Stored data:
_ _ _ _ _ _ _

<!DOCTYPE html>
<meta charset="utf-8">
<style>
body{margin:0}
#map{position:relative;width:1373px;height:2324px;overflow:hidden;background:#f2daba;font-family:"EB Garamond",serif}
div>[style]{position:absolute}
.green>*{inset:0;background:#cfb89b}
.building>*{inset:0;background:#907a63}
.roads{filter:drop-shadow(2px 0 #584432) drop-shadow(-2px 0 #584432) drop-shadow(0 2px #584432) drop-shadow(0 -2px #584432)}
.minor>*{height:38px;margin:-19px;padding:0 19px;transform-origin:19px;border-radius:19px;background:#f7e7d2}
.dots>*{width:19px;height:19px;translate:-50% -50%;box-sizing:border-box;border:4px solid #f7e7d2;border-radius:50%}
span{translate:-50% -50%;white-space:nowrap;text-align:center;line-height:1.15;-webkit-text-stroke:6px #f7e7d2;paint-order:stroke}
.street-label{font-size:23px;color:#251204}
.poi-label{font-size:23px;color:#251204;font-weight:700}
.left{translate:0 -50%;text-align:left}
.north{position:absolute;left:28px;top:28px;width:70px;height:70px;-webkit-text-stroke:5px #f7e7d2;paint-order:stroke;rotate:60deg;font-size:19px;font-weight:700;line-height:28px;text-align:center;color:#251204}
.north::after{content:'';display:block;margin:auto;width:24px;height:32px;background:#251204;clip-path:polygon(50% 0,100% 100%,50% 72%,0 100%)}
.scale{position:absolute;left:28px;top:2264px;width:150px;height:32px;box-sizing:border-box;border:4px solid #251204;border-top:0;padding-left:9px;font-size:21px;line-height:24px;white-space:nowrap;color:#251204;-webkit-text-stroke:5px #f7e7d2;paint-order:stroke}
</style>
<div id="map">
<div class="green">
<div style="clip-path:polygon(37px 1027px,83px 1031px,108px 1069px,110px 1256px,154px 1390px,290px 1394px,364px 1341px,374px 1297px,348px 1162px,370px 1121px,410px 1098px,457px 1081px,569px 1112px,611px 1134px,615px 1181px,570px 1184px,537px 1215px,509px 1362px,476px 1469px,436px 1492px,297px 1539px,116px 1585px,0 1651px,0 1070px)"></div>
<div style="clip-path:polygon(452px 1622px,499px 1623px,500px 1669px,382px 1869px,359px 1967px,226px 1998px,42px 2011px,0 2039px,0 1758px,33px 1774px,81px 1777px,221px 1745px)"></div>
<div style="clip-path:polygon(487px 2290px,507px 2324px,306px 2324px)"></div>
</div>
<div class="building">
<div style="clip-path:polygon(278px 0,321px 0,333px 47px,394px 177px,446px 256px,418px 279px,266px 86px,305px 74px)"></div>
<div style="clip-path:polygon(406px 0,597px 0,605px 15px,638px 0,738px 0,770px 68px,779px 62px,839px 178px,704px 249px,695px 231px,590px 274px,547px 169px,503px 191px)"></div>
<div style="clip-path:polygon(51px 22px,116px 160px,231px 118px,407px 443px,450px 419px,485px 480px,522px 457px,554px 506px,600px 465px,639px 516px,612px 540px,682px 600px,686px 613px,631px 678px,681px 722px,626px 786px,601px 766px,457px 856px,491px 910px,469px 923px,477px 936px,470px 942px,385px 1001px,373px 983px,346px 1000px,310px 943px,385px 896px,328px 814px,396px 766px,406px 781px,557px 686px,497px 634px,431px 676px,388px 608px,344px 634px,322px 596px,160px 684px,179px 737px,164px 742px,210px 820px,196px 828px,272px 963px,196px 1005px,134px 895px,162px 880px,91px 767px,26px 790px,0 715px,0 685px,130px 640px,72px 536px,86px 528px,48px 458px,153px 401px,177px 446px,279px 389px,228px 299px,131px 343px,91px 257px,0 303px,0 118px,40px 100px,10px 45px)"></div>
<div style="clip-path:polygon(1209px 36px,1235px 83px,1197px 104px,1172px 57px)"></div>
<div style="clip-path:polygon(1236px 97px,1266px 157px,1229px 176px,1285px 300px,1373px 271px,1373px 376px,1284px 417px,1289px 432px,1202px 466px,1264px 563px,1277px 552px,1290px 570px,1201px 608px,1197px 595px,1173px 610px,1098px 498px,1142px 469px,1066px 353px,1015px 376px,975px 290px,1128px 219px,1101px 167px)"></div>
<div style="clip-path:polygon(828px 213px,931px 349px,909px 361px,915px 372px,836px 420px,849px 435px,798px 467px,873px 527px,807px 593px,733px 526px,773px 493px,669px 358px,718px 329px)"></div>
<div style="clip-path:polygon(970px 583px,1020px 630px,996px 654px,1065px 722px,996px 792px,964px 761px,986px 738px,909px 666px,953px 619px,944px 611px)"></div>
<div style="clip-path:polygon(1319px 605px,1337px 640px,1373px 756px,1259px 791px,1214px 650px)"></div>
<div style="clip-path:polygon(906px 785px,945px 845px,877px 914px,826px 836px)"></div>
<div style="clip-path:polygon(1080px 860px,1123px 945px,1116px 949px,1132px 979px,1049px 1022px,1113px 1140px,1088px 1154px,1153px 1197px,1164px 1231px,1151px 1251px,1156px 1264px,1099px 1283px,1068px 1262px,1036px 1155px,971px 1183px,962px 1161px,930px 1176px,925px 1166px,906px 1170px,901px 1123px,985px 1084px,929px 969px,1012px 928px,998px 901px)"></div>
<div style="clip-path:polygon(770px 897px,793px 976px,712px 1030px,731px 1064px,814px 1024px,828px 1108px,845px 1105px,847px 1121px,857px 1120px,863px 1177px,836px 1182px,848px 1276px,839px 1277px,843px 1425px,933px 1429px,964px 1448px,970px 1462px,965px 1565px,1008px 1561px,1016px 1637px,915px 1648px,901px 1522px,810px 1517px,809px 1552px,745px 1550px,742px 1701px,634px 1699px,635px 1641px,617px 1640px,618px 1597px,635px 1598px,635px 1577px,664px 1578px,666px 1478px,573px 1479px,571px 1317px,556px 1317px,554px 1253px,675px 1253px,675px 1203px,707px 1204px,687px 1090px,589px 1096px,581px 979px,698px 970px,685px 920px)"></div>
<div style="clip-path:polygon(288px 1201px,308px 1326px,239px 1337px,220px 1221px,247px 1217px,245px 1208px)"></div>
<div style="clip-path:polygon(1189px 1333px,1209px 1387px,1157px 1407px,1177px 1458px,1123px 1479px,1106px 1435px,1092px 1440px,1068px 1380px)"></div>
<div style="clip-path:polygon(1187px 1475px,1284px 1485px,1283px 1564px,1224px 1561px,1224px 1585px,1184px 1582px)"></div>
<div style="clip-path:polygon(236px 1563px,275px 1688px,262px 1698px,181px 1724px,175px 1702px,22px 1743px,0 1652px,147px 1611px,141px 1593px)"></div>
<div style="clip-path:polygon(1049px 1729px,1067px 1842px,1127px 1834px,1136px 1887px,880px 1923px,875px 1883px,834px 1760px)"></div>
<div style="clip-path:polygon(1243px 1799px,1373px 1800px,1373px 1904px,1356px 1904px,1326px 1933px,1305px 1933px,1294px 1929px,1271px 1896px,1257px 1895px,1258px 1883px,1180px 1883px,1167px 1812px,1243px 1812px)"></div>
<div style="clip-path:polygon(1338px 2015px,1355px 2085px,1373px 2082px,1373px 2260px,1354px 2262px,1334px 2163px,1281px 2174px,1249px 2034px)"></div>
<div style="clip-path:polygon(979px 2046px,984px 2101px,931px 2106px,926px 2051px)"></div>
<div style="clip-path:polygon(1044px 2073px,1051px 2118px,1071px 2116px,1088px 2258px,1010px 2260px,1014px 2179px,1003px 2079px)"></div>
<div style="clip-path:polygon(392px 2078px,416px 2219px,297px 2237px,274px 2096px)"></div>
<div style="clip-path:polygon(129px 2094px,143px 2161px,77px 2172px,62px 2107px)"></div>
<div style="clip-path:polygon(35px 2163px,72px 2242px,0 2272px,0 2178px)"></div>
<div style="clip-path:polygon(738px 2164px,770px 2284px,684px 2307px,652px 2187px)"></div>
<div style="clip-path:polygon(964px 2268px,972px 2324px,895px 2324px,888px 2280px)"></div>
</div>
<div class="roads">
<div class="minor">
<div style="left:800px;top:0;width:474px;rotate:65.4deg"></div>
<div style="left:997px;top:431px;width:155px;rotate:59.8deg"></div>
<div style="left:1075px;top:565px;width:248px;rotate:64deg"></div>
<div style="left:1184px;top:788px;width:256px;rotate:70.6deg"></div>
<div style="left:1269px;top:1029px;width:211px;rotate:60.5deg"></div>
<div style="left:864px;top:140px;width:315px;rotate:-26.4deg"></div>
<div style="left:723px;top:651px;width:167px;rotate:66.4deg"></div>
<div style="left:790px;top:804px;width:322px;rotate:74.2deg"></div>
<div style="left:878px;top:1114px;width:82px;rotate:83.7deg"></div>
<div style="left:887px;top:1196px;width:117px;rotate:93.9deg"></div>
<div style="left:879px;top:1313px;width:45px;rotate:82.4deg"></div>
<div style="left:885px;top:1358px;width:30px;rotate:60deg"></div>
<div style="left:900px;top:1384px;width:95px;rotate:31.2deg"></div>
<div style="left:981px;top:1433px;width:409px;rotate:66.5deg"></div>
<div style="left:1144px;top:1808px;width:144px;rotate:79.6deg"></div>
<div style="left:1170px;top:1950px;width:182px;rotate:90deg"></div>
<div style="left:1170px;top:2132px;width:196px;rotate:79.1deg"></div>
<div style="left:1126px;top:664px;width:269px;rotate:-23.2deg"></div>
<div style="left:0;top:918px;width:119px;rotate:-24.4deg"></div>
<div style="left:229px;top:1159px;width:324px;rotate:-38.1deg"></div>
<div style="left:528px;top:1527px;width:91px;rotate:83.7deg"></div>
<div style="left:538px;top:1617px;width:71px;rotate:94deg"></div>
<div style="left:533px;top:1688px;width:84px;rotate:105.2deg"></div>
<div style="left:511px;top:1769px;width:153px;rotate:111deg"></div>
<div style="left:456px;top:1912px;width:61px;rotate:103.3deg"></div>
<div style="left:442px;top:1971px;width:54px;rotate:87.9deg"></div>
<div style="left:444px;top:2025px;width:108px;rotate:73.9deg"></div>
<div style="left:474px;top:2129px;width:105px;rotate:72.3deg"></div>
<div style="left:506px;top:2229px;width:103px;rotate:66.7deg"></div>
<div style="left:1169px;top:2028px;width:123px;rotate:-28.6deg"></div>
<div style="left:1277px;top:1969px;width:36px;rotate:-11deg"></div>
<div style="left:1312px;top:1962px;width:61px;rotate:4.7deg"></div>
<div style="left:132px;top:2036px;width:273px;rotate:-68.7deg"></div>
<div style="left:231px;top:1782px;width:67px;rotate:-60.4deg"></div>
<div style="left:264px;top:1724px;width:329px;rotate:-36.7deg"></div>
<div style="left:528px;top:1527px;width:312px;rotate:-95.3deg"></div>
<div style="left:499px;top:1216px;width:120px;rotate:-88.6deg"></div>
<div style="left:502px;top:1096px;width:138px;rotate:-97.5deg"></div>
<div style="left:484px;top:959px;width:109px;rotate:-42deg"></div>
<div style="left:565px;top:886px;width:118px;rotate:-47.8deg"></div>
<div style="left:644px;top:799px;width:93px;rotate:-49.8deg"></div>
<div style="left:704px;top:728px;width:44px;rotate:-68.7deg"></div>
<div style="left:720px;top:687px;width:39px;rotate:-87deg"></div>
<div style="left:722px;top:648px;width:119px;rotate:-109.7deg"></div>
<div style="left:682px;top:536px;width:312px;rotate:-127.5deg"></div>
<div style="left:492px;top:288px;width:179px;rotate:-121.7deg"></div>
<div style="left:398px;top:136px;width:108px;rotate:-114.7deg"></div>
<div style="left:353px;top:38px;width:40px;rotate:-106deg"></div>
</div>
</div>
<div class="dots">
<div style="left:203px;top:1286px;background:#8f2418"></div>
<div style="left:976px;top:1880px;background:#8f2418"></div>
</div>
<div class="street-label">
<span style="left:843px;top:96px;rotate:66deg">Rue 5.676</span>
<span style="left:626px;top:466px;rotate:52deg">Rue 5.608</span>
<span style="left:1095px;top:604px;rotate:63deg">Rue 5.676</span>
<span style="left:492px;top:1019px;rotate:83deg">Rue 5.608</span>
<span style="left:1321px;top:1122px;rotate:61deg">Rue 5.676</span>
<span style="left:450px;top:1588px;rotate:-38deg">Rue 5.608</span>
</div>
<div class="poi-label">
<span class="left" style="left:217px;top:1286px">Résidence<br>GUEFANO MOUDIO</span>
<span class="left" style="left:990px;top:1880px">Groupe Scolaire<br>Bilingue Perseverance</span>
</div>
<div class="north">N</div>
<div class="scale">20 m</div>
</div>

_ _ _ _ _ _ _

■ WORK ORDER
Find the word "webkit" in the records. Copy every line it appears in.

■ WRITTEN ANSWER
span{translate:-50% -50%;white-space:nowrap;text-align:center;line-height:1.15;-webkit-text-stroke:6px #f7e7d2;paint-order:stroke}
.north{position:absolute;left:28px;top:28px;width:70px;height:70px;-webkit-text-stroke:5px #f7e7d2;paint-order:stroke;rotate:60deg;font-size:19px;font-weight:700;line-height:28px;text-align:center;color:#251204}
.scale{position:absolute;left:28px;top:2264px;width:150px;height:32px;box-sizing:border-box;border:4px solid #251204;border-top:0;padding-left:9px;font-size:21px;line-height:24px;white-space:nowrap;color:#251204;-webkit-text-stroke:5px #f7e7d2;paint-order:stroke}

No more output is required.